Photochemical machining offers a solution to metal parts fabrication that meets the challenges of today’s demanding manufacturing environment.

The key to photochemical machining’s advantages as a metal fabricating technique lies in its unique tooling – the photo-tool – which consists of a computer generated plot on film or, for greater accuracy, on glass.

Photo-Tool Highlights

Low cost: There are no expensive blanking dies.
Fast turnaround: The production of photo-tooling can be measured in hours, not days, weeks or months.
Design flexibility: Complexity of design presents no difficulties for photochemical machining. In addition, design changes are expeditiously and inexpensively accomplished.
Dimensional repeatability: The photo-tool is transferred to metal through a contact printing process. There is no tool wear ensuring that the first part produced from a photo-tool is identical to the last. Moreover, since there is no tool degradation incurred through use, photochemical machining avoids expensive tool maintenance and re-tooling charges.

Additional Advantages

In addition to these tooling related benefits, other advantages accrue to photochemical machining because the actual metal machining is accomplished through acid spray etching. In processing, this allows:

A wide range of metals including, but not limited to, copper and copper alloys, steel, stainless steels, nickel and nickel alloys, aluminum, and cobalt alloys.
Metals with thicknesses from .0001″ to .125″.
Metals of any temper from soft annealed to full hard.
Metal parts produced without any disturbance to the intrinsic properties of the base materials.

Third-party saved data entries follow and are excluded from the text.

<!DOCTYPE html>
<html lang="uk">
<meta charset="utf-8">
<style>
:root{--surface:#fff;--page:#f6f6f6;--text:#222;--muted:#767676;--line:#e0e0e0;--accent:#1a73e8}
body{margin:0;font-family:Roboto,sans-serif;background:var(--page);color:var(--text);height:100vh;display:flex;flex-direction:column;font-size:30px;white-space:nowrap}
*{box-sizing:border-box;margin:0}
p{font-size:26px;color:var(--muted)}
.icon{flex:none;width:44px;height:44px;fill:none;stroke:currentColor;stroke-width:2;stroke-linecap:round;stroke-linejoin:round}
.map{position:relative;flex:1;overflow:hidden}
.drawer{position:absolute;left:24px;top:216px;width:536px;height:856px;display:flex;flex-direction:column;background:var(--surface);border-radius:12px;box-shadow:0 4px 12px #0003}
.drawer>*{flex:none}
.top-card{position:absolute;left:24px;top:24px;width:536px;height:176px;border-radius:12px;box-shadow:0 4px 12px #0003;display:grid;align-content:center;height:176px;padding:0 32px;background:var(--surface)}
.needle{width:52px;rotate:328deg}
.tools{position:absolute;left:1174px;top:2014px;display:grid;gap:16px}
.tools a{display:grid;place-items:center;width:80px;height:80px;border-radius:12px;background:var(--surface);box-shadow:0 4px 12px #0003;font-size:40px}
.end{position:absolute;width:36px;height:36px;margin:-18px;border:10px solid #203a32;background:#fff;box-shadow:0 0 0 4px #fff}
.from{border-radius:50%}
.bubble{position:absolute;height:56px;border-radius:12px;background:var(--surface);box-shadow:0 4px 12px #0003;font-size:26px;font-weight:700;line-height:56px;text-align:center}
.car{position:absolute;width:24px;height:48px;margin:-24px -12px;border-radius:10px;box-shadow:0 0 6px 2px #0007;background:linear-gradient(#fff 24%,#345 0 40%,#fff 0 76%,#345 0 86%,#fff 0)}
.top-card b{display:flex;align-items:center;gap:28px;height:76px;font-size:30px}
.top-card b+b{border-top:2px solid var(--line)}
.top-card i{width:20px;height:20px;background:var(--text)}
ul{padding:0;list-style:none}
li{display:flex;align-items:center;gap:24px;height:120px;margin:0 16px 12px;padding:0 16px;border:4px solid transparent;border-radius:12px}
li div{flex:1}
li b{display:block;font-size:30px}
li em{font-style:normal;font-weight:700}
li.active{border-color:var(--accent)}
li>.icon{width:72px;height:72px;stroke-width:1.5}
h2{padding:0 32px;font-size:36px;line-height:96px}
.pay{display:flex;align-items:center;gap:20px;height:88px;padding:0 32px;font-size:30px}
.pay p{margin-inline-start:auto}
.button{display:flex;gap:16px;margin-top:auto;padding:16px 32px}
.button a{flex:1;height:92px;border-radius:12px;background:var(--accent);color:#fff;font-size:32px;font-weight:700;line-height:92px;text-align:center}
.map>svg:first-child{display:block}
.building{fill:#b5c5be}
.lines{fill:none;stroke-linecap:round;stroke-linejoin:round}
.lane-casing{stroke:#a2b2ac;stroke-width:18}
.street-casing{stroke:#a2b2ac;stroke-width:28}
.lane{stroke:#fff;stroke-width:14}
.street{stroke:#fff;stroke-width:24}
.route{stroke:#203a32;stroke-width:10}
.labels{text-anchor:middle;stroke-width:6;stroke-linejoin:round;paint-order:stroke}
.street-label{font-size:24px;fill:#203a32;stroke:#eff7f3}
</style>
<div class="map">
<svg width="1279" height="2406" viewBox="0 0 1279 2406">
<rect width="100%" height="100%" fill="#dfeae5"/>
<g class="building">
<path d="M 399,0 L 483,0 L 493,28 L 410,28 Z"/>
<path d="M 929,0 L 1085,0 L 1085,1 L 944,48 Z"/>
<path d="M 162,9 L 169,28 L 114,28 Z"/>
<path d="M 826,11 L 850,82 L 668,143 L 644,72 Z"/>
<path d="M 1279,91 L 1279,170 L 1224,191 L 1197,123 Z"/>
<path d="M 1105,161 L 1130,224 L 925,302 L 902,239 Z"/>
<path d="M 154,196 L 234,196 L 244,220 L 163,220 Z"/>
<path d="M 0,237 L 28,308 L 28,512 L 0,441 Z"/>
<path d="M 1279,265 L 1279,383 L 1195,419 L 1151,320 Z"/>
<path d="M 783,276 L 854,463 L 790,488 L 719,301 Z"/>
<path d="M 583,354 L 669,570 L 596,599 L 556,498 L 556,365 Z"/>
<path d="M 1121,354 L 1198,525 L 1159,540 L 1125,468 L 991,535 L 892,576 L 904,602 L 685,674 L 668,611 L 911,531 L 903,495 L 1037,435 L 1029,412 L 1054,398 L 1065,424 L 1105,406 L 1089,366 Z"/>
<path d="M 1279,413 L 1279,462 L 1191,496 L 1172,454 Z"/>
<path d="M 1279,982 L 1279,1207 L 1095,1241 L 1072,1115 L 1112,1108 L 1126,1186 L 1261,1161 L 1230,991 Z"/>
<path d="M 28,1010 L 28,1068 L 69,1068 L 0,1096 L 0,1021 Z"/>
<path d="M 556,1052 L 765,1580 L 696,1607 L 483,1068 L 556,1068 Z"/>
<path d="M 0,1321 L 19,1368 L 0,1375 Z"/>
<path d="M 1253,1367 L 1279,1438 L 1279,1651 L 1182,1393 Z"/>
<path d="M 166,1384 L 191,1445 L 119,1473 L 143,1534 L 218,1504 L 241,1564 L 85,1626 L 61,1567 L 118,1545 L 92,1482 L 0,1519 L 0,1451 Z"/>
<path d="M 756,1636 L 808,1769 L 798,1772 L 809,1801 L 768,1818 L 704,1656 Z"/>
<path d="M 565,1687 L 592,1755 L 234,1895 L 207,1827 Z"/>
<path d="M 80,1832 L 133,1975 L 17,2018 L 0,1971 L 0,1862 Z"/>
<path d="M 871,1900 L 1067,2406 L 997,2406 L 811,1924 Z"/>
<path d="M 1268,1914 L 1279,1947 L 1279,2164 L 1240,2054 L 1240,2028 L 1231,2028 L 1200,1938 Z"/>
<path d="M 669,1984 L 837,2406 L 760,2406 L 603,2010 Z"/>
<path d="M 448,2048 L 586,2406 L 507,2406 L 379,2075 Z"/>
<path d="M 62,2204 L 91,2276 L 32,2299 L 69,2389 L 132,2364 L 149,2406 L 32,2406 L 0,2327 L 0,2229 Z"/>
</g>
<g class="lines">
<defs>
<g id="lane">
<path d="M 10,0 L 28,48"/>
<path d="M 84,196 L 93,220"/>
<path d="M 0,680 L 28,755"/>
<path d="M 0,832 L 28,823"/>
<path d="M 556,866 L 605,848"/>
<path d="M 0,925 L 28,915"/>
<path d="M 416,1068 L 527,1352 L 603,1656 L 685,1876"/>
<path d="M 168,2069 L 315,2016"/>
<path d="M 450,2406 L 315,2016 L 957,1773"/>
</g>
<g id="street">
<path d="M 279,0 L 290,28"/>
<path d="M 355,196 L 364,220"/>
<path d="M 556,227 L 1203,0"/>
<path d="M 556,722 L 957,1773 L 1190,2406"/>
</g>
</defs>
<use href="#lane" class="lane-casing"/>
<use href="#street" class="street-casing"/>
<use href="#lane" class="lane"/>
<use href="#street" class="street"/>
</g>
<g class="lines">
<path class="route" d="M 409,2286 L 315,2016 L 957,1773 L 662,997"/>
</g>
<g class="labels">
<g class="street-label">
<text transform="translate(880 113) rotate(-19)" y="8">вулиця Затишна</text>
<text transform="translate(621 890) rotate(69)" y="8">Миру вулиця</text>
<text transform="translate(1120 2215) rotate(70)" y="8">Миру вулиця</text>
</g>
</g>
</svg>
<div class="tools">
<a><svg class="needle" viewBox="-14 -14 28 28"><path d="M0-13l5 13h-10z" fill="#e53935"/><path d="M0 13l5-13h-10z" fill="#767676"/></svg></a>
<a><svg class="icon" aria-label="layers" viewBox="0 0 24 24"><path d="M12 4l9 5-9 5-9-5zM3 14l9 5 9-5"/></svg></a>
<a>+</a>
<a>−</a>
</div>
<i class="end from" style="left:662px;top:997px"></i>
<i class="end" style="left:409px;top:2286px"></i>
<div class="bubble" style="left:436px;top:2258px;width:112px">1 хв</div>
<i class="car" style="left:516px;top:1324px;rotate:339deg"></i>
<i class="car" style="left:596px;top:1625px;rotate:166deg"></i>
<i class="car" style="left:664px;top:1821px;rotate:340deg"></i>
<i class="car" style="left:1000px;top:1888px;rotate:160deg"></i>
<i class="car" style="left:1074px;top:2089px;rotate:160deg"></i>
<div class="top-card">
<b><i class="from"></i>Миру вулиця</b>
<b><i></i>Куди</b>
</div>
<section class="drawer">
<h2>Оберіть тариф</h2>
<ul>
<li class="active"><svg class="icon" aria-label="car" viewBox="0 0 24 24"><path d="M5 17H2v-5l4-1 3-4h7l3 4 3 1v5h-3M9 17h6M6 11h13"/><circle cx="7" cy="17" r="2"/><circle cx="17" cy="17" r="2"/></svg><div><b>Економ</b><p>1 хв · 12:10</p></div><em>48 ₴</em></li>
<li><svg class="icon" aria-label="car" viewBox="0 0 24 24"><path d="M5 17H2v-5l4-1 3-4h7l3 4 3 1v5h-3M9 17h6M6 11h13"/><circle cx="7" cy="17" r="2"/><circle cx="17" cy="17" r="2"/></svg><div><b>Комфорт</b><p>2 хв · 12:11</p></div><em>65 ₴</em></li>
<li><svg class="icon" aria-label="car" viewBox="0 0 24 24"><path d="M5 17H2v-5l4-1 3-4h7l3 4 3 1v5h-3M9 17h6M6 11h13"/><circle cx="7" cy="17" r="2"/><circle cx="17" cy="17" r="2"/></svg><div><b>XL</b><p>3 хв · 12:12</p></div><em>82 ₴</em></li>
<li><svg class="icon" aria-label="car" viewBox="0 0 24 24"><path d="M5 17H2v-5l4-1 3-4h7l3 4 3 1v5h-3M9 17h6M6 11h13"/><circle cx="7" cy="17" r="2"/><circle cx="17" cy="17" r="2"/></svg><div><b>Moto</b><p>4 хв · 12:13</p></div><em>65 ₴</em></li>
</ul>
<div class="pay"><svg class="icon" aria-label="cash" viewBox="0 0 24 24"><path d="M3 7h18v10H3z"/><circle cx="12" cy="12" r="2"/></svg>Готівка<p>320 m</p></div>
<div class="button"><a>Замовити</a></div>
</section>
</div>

A metal’s fundamental physical, chemical, and magnetic properties such as temper, tensile, grain structure, and permeability, remain unaltered through photochemical machining.
Metal parts produced without burrs.

Processing parameters in photochemical machining are primarily dictated by the gauge of the material to be etched. The typical feature size tolerance is± 10% material thickness. Through holes and slots must normally be specified at 1 to 1.2 times material thickness. Outside and inside radii will typically run at one half material thickness. Center-to-center dimensions and other geometrically toleranced dimension such as true position or parallelism that are derived directly form the photo-tool may be specified at .0001″.